PROBLEM
Needed from the data below: all lines that contain the word "sizing".

SUPPLIED DATA
···
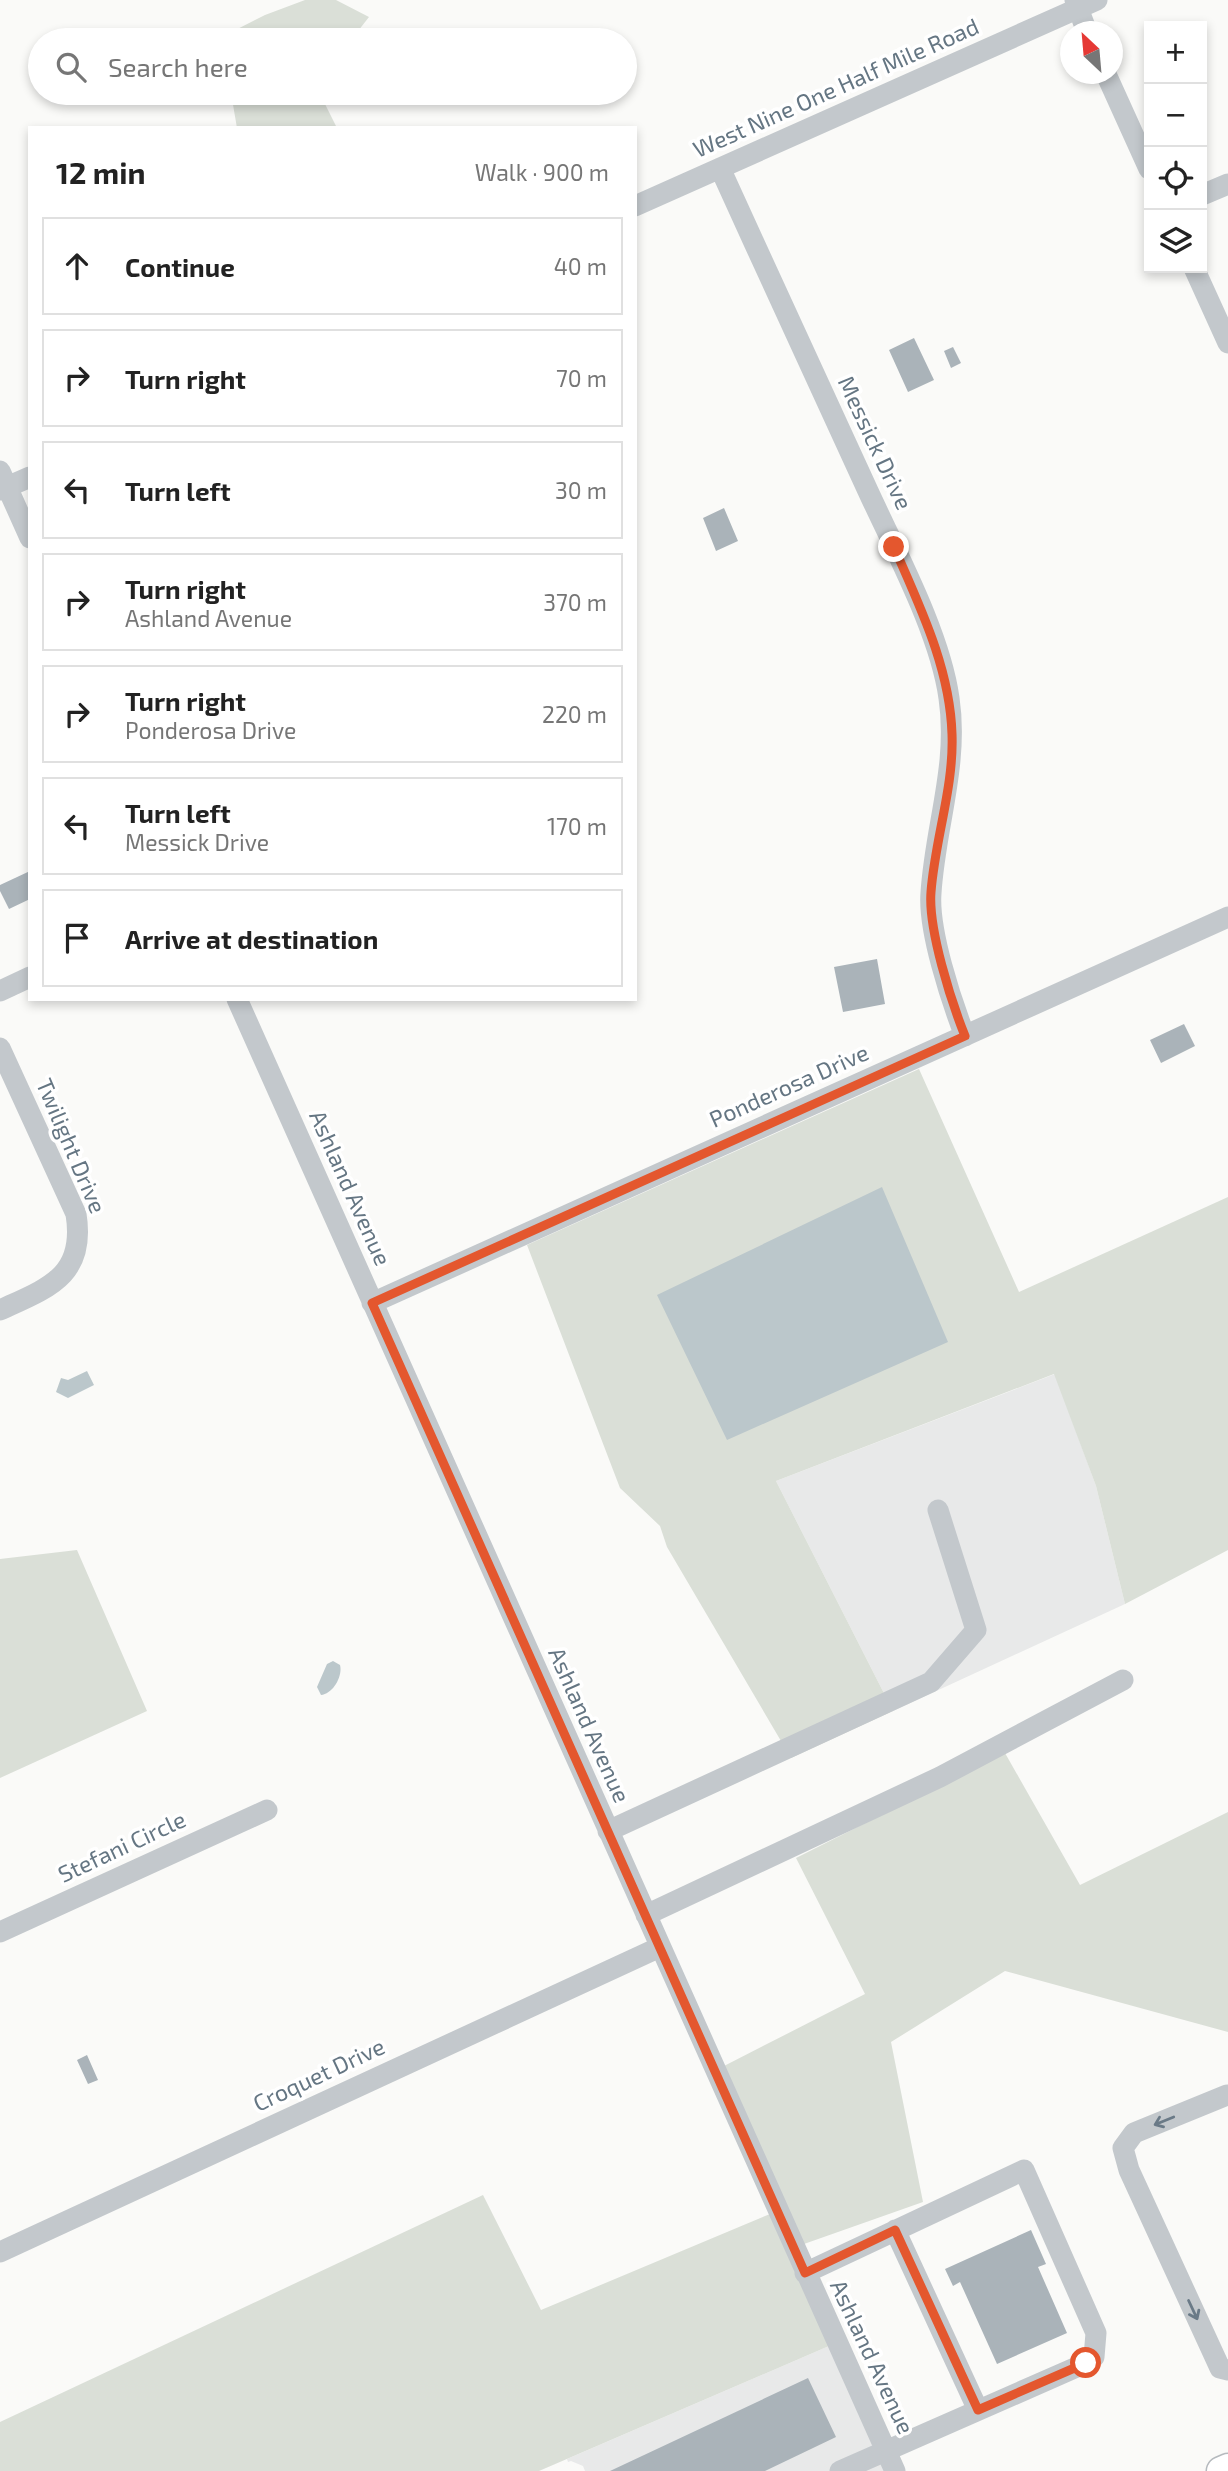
<!DOCTYPE html>
<meta charset="utf-8">
<style>
body{margin:0;font-family:"Exo 2",sans-serif;background:#f2f2f2;color:#222}
.controls{position:absolute;right:21px;top:21px;display:grid;overflow:hidden;border-radius:0px;box-shadow:0 4px 10px #0003}
.controls button{width:63px;height:63px;display:grid;place-items:center;padding:0;border:0;border-bottom:2px solid #e0e0e0;background:#fff;color:#222;font:35px sans-serif}
.compass{position:absolute;left:1060px;top:21px;width:63px;height:63px;border-radius:50%;background:#fff;box-shadow:0 4px 10px #0003;rotate:334deg}
.stop{position:absolute;width:21px;height:21px;margin:-16px;border:5px solid #e4572e;border-radius:50%;background:#fff}
.stop.end{background:#e4572e;border-color:#fff;box-shadow:0 2px 7px #0008}
.list{margin:0;padding:0;list-style:none}
h2{display:flex;justify-content:space-between;align-items:center;height:91px;margin:0;padding:0 28px;font-size:30px}
h2 small{font-size:23px;font-weight:400;color:#767676}
.list li{display:grid;grid-template-columns:46px 1fr auto;gap:21px;align-items:center;box-sizing:border-box;height:98px;margin:0 14px 14px;padding:0 14px;border:2px solid #e0e0e0;border-radius:0px}
.list b{display:block;font-size:26px;white-space:nowrap}
.list p{margin:0;font-size:23px;white-space:nowrap;color:#767676}
.list em{font-size:23px;font-style:normal;color:#767676}
.icon{flex:none;width:38px;height:38px;fill:none;stroke:currentColor;stroke-width:2;stroke-linecap:round;stroke-linejoin:round}
.map{position:relative;flex:none;width:1228px;height:2471px;overflow:hidden}
.search{position:absolute;background:#fff;box-shadow:0 4px 10px #0003;left:28px;top:28px;width:609px;height:77px;display:flex;align-items:center;gap:18px;box-sizing:border-box;padding:0 24px;border-radius:38px;color:#767676;font-size:26px}
.panel{position:absolute;background:#fff;box-shadow:0 4px 10px #0003;left:28px;top:126px;width:609px;height:875px;border-radius:0px}
.map>svg:first-child{display:block}
.built{fill:#e8e9e9}
.green{fill:#dadfd7}
.water{fill:#bbc7cb}
.building{fill:#aab3b9}
.lines{fill:none;stroke-linecap:round;stroke-linejoin:round}
.major-casing{stroke:#b5babe;stroke-width:31}
.minor{stroke:#c3c8cc;stroke-width:21}
.major{stroke:#fff;stroke-width:28}
.oneway{stroke:#6a7a87}
.route{stroke:#e4572e;stroke-width:9}
.labels{text-anchor:middle;stroke-width:7;stroke-linejoin:round;paint-order:stroke}
.street-label{font-size:23px;fill:#657683;stroke:#fff}
</style>
<div class="map">
<svg width="1228" height="2471" viewBox="0 0 1228 2471">
<rect width="100%" height="100%" fill="#fafaf8"/>
<path class="built" d="M1055 1374 1096 1486 1125 1604 893 1711 776 1481Z
M829 2346 885 2471H585L583 2466 571 2461 568 2462 567 2459Z"/>
<path class="green" d="M305 0H336L369 17 351 40H216L265 15Z
M231 93H328L325 104 337 128H237Z
M919 1069 1019 1292 1228 1197V1550L1125 1604 1096 1486 1054 1374 776 1481 893 1711 791 1758 667 1547 660 1526 620 1488 527 1245Z
M77 1550 147 1711 0 1778V1559Z
M1005 1753 1080 1885 1228 1812V2032L1005 1971 891 2042 923 2202 804 2244 724 2066 865 1994 796 1858Z
M483 2195 541 2310 770 2214 829 2346 539 2471H0V2422Z"/>
<path class="water" d="M882 1187 948 1342 727 1440 657 1295Z
M87 1371 94 1385 68 1398 56 1392 61 1378 68 1380Z
M333 1661 340 1665C343 1676 333 1694 321 1695L317 1687 327 1664Z"/>
<path class="building" d="M914 338 934 380 908 392 889 350Z
M953 347 961 363 951 368 944 351Z
M724 508 738 541 716 551 703 518Z
M30 871V899L9 909 0 891V885Z
M877 959 885 1004 843 1012 834 967Z
M1184 1024 1195 1046 1161 1063 1150 1040Z
M87 2055 98 2080 88 2084 77 2060Z
M1031 2230 1046 2264 1038 2267 1067 2333 997 2364 960 2282 953 2286 945 2269Z
M808 2378 836 2437 765 2471H610Z"/>
<g class="lines">
<g class="major-casing">
<path id="major" d="M1221 2471 1228 2468"/>
</g>
<path class="minor" d="M1075 0 1087 32
M1106 74 1149 169
M720 168C769 276 819 384 868 491 896 552 940 633 949 698 959 765 935 827 931 893 928 930 951 1000 965 1036
M1202 195 1228 184
M635 206 1097 0
M1194 268 1228 343
M0 471 30 538
M0 490 30 477
M0 991 30 977
M237 999 895 2471
M0 1048 76 1214C86 1276 48 1288 0 1310
M372 1303 1228 917
M608 1831 931 1682 976 1630 938 1510
M646 1915 940 1777 1123 1680
M0 1932 267 1810
M1227 2095 1134 2133 1123 2148 1129 2170 1220 2368 1228 2370
M895 2230 978 2410
M0 2252 660 1947
M805 2273 1024 2170 1096 2333 1094 2357 1086 2363 840 2471"/>
<use href="#major" class="major"/>
</g>
<defs><path id="oneway-shaft" d="M-6 0H5M1.5-3L5.5 0L1.5 3" fill="none" stroke-width="1.6" stroke-linecap="round" stroke-linejoin="round" transform="scale(1.75)"/></defs>
<g class="oneway">
<use href="#oneway-shaft" transform="translate(1164 2121) rotate(158)"/>
<use href="#oneway-shaft" transform="translate(1193 2310) rotate(65)"/>
</g>
<g class="lines">
<path class="route" d="M894 547C920 607 950 668 952 734 954 787 935 839 931 892 928 929 951 1001 965 1036L372 1303 805 2273 895 2230 978 2410 1086 2363"/>
</g>
<g class="labels">
<g class="street-label">
<text transform="translate(836 88) rotate(-24)" y="8">West Nine One Half Mile Road</text>
<text transform="translate(875 443) rotate(65)" y="8">Messick Drive</text>
<text transform="translate(789 1086) rotate(-24)" y="8">Ponderosa Drive</text>
<text transform="translate(71 1146) rotate(67)" y="8">Twilight Drive</text>
<text transform="translate(350 1188) rotate(66)" y="8">Ashland Avenue</text>
<text transform="translate(589 1725) rotate(66)" y="8">Ashland Avenue</text>
<text transform="translate(122 1847) rotate(-25)" y="8">Stefani Circle</text>
<text transform="translate(319 2075) rotate(-25)" y="8">Croquet Drive</text>
<text transform="translate(872 2357) rotate(65)" y="8">Ashland Avenue</text>
</g>
</g>
</svg>
<div class="controls">
<button>+</button>
<button>−</button>
<button><svg class="icon" aria-label="locate" viewBox="0 0 24 24"><circle cx="12" cy="12" r="6"/><path d="M12 2v4M12 18v4M2 12h4M18 12h4"/></svg></button>
<button><svg class="icon" aria-label="layers" viewBox="0 0 24 24"><path d="M12 4l9 5-9 5-9-5zM3 14l9 5 9-5"/></svg></button>
</div>
<svg class="compass" viewBox="-18 -18 36 36"><path d="M0-13l5 13h-10z" fill="#e53935"/><path d="M0 13l5-13h-10z" fill="#767676"/></svg>
<div class="stop" style="left:1086px;top:2363px"></div>
<div class="stop end" style="left:894px;top:547px"></div>
<div class="search"><svg class="icon" aria-label="search" viewBox="0 0 24 24"><circle cx="10" cy="10" r="6"/><path d="M15 15l6 6"/></svg>Search here</div>
<section class="panel">
<h2>12 min<small>Walk · 900 m</small></h2>
<ul class="list">
<li><svg class="icon" aria-label="ahead" viewBox="0 0 24 24"><path d="M12 20V5M6 11l6-6 6 6"/></svg><div><b>Continue</b></div><em>40 m</em></li>
<li><svg class="icon" aria-label="right" viewBox="0 0 24 24"><path d="M7 20v-9h11M14 6l5 5-5 5"/></svg><div><b>Turn right</b></div><em>70 m</em></li>
<li><svg class="icon" aria-label="left" viewBox="0 0 24 24"><path d="M17 20v-9H6M10 6l-5 5 5 5"/></svg><div><b>Turn left</b></div><em>30 m</em></li>
<li><svg class="icon" aria-label="right" viewBox="0 0 24 24"><path d="M7 20v-9h11M14 6l5 5-5 5"/></svg><div><b>Turn right</b><p>Ashland Avenue</p></div><em>370 m</em></li>
<li><svg class="icon" aria-label="right" viewBox="0 0 24 24"><path d="M7 20v-9h11M14 6l5 5-5 5"/></svg><div><b>Turn right</b><p>Ponderosa Drive</p></div><em>220 m</em></li>
<li><svg class="icon" aria-label="left" viewBox="0 0 24 24"><path d="M17 20v-9H6M10 6l-5 5 5 5"/></svg><div><b>Turn left</b><p>Messick Drive</p></div><em>170 m</em></li>
<li><svg class="icon" aria-label="arrive" viewBox="0 0 24 24"><path d="M6 21V4h12l-3 4 3 4H6"/></svg><div><b>Arrive at destination</b></div></li>
</ul>
</section>
</div>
···
TASK SOLUTION
.list li{display:grid;grid-template-columns:46px 1fr auto;gap:21px;align-items:center;box-sizing:border-box;height:98px;margin:0 14px 14px;padding:0 14px;border:2px solid #e0e0e0;border-radius:0px}
.search{position:absolute;background:#fff;box-shadow:0 4px 10px #0003;left:28px;top:28px;width:609px;height:77px;display:flex;align-items:center;gap:18px;box-sizing:border-box;padding:0 24px;border-radius:38px;color:#767676;font-size:26px}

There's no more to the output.